Tips for Eating Clean on a Tight Budget

Tips for Eating Clean on a Tight Budget

There’s no doubt that the price of eating clean and healthy can hurt our pockets. According to a study by Cambridge University, healthy grocery foods can be thrice as expensive per calorie as unhealthy foods such as chips and chocolates

It’s even supported by researchers from the Harvard School of Public Health who claimed that healthier diets consisting of fruits, vegetables, and fish can cost about $1.50 more every day. That’s more than $500 per year!

However, eating clean doesn’t have to break the bank. There are simple and creative ways to reduce costs, from planning meals ahead to taking advantage of your fridge at home. 

Here are our tips that will make it easier for anyone to eat and shop for healthy foods while on a tight budget:

Stay away from trendy “healthy” foods

Did you know that the term “healthy” and “natural” found on food packaging isn’t regulated? It only means that manufacturers get to throw around these words even if their products aren’t as healthy and clean as advertised.

For example, fruit juices aren’t really good for you. Most consumers believe that they’re healthy because they come from fruits, but almost all fruit juices you can find in a grocery store aren’t what they seem to be. 

Sometimes, they don’t actually contain any real fruit in them, just chemicals and additives that taste like fruit.
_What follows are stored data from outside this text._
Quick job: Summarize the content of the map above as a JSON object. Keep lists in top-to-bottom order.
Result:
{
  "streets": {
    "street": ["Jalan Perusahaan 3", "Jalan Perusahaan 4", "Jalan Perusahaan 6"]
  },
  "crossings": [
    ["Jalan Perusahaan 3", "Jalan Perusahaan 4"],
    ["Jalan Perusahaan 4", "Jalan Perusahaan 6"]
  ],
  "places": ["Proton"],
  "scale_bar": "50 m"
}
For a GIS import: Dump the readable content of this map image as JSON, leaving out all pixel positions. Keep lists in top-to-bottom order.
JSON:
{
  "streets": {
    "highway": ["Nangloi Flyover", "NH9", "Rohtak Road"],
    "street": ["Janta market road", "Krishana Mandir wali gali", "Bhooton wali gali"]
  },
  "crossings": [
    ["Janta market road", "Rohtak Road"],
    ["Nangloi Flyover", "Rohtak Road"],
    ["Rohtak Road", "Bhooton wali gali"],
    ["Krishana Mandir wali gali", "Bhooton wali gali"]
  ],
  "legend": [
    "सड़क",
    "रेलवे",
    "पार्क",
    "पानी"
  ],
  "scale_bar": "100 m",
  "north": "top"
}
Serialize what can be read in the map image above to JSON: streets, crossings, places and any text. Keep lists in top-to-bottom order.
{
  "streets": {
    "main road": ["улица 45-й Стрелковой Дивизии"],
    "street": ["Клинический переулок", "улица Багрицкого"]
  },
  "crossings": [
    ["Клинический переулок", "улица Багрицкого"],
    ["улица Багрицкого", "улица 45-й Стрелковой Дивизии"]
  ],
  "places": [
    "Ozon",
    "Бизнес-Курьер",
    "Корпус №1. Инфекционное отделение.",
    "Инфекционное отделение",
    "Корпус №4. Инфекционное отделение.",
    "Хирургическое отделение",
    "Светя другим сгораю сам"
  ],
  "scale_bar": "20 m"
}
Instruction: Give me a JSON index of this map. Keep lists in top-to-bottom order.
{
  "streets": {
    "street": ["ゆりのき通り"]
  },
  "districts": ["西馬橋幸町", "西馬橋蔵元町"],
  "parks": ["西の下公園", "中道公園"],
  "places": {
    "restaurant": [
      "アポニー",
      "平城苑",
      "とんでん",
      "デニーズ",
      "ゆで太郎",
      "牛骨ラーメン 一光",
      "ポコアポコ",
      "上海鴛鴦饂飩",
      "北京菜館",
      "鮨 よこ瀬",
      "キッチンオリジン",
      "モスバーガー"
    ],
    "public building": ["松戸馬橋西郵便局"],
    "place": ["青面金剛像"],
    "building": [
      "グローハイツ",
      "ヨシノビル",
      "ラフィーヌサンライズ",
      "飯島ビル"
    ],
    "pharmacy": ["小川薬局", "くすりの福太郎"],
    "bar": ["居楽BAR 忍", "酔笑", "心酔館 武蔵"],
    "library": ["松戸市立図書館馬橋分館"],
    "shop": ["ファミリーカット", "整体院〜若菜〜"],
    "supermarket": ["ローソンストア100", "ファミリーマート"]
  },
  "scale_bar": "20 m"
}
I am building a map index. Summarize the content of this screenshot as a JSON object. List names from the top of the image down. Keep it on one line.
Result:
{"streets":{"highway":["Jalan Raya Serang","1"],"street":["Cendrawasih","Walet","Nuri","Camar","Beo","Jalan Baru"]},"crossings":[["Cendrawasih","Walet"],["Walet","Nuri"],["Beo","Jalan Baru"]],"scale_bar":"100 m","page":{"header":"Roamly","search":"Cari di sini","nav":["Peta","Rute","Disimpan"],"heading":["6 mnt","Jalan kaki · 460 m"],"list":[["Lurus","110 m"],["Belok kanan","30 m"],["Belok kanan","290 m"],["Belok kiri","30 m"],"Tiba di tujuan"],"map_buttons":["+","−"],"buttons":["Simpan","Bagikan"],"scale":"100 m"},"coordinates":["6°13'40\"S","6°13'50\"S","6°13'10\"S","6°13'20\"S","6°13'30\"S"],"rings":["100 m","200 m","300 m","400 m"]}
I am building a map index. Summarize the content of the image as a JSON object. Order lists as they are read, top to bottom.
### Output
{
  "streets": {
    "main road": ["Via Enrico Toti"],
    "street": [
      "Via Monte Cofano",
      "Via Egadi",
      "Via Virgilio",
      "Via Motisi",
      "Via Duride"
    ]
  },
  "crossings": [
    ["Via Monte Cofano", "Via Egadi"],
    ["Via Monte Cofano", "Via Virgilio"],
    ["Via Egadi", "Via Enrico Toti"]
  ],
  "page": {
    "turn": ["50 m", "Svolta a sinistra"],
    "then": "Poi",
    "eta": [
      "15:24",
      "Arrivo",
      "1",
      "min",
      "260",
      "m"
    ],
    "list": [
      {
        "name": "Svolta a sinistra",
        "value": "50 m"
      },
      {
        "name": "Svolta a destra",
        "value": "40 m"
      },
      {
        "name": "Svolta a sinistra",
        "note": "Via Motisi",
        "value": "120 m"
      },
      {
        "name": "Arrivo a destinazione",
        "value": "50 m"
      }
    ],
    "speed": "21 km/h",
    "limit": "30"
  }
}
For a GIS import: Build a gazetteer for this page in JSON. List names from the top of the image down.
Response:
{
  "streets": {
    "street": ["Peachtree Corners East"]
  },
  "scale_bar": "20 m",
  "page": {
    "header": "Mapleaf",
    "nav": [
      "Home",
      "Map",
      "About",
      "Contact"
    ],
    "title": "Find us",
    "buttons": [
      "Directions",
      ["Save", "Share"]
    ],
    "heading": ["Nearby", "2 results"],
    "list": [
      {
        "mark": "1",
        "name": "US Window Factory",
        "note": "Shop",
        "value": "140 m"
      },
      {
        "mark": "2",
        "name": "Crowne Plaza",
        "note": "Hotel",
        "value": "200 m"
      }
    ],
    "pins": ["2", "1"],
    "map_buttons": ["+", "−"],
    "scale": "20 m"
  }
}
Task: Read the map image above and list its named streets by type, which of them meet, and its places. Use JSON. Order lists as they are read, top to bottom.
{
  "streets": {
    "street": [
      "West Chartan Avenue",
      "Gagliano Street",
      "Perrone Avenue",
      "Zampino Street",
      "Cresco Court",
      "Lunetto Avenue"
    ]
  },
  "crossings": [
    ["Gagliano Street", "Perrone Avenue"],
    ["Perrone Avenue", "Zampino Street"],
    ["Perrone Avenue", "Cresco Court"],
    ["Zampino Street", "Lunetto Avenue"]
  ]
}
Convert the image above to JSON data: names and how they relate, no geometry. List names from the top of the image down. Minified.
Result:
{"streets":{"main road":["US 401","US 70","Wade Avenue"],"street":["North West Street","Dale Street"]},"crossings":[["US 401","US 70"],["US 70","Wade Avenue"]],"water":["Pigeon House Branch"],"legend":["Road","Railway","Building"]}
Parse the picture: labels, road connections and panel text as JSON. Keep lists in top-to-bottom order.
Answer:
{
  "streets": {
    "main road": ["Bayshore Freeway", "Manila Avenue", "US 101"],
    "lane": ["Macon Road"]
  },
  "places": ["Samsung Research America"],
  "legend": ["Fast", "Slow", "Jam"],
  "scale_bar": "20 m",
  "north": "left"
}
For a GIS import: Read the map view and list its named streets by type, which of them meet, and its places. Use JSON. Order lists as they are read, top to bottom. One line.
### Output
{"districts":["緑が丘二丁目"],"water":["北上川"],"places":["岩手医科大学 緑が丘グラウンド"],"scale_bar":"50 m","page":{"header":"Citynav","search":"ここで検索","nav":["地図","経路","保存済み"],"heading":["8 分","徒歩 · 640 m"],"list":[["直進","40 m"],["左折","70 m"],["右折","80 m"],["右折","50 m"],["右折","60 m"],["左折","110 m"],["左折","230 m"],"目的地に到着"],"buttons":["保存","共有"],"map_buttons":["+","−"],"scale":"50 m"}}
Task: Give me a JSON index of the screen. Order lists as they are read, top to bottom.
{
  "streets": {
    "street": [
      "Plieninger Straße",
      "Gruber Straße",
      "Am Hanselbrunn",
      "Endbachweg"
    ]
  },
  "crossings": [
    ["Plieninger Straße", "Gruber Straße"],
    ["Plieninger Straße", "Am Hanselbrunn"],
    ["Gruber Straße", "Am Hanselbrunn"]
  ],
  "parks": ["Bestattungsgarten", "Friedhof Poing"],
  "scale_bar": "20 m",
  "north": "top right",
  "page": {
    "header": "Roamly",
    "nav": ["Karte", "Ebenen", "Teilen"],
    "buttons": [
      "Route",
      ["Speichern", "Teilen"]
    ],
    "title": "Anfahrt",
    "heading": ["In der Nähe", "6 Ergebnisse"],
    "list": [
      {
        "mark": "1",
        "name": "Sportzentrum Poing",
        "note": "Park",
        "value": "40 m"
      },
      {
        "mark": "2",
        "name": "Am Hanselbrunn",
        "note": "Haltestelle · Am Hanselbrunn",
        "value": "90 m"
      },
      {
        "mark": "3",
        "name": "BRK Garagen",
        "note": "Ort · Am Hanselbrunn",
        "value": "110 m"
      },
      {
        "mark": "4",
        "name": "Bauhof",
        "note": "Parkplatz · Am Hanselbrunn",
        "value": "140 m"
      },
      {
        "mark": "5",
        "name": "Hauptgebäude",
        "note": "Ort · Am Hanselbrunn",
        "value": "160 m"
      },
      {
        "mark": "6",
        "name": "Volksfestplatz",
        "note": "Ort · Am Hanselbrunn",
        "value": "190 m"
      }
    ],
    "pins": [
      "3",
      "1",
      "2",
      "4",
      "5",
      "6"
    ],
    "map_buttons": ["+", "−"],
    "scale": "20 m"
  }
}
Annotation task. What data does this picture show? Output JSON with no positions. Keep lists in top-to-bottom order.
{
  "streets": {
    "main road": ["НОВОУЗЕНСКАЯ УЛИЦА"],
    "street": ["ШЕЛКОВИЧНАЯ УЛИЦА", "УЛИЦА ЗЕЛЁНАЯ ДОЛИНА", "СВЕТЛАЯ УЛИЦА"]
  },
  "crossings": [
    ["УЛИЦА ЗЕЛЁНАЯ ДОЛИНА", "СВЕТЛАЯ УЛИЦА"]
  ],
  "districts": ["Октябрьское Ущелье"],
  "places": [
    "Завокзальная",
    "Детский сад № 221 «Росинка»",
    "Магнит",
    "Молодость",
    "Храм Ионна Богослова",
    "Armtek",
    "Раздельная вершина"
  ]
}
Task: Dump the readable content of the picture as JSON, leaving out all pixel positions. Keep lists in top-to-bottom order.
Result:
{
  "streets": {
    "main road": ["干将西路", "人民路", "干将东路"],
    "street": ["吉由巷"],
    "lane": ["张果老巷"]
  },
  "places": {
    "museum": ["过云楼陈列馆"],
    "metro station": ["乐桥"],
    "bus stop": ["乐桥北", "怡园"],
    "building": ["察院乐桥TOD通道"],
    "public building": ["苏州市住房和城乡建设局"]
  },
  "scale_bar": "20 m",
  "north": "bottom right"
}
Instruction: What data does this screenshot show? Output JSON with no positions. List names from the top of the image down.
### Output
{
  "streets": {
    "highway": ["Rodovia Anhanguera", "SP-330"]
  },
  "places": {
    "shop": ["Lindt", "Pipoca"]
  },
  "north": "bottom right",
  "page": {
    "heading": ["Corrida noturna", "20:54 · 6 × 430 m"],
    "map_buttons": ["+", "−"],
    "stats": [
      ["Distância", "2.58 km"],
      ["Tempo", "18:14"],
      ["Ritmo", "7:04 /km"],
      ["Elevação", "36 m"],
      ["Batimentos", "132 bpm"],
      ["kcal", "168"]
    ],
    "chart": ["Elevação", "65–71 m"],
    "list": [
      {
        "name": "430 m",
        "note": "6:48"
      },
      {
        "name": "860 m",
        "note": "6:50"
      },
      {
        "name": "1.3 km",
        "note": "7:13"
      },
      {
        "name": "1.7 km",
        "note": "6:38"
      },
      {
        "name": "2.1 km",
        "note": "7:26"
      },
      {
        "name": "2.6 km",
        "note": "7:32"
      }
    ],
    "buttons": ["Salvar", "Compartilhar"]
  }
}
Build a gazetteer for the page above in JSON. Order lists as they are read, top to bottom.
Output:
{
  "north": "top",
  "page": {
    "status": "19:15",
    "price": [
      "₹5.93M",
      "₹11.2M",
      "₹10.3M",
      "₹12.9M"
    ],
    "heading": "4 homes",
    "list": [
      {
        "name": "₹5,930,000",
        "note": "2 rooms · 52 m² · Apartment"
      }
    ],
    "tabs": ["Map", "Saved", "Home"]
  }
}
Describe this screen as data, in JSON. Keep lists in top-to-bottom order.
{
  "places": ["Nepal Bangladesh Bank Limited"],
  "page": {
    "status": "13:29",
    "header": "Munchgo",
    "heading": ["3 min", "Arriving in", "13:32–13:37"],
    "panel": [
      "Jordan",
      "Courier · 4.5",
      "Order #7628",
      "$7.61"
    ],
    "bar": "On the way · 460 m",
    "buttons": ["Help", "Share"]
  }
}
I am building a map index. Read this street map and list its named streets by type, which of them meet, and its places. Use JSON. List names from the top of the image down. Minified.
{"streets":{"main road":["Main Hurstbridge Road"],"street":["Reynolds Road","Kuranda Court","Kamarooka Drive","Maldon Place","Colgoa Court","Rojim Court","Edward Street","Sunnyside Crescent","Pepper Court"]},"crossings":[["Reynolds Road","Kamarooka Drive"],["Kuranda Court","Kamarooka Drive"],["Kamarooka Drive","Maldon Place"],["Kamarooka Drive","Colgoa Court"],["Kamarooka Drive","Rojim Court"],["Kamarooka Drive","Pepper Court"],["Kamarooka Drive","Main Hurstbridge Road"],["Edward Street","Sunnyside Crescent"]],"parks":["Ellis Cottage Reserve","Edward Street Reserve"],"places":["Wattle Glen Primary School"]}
Basically, what you’re drinking is fruit-flavoured water that contains an unhealthy amount of sugar. 

It’s no secret that excessive sugar comes with health risks, especially on our skin.

In fact, according to the specialists at Dermatologists Singapore, too much sugar intake causes wrinkles, triggers breakouts, and ages our skin faster, among others. 

Here’s a rule of thumb to remember in order to know which is healthy and which is driven by marketing fluff: most clean-eating plans involve little-to-no packaged foods. 

Fresh vegetables and fruits, whole grains, lean meat, seeds, and nuts are healthy food options that don’t require fancy packaging and buzzwords to get the attention of consumers. 

You don’t even need to visit a specialty store to get your hands on healthy food options because all of them can be found in your local grocery store, from fresh fibre sources to plant-based proteins. 

Keep track of in-season produce

Another way to get your hands on fresh produce without the premium price tag is by keeping track of their seasons. During harvest time, the prices of in-season produce go down due to increased availability. 

In line with that, the cost of fruits and vegetables will likewise drop when they’re at their peak in terms of nutrition and flavour. Most local grocery stores will even hold promos and discounts in order to sell out their remaining stock before the season is over. 

During summer months, peaches, organic strawberries, apricots, cherries, plums, and melons are some of the cheapest produce you purchase at a grocery store. 

You might want to consider purchasing fruits, vegetables, meats and eggs directly from local farmers. Even if it’s not in-season, most of their products are budget-friendly because there’s no packaging and transportation fees involved. 

Plan your meals ahead

Instead of getting a $20 salad every day during lunch breaks, why not plan and pack your own lunch? Sure, there’s no denying that salads are a healthy meal, but imagine their total cost after a month.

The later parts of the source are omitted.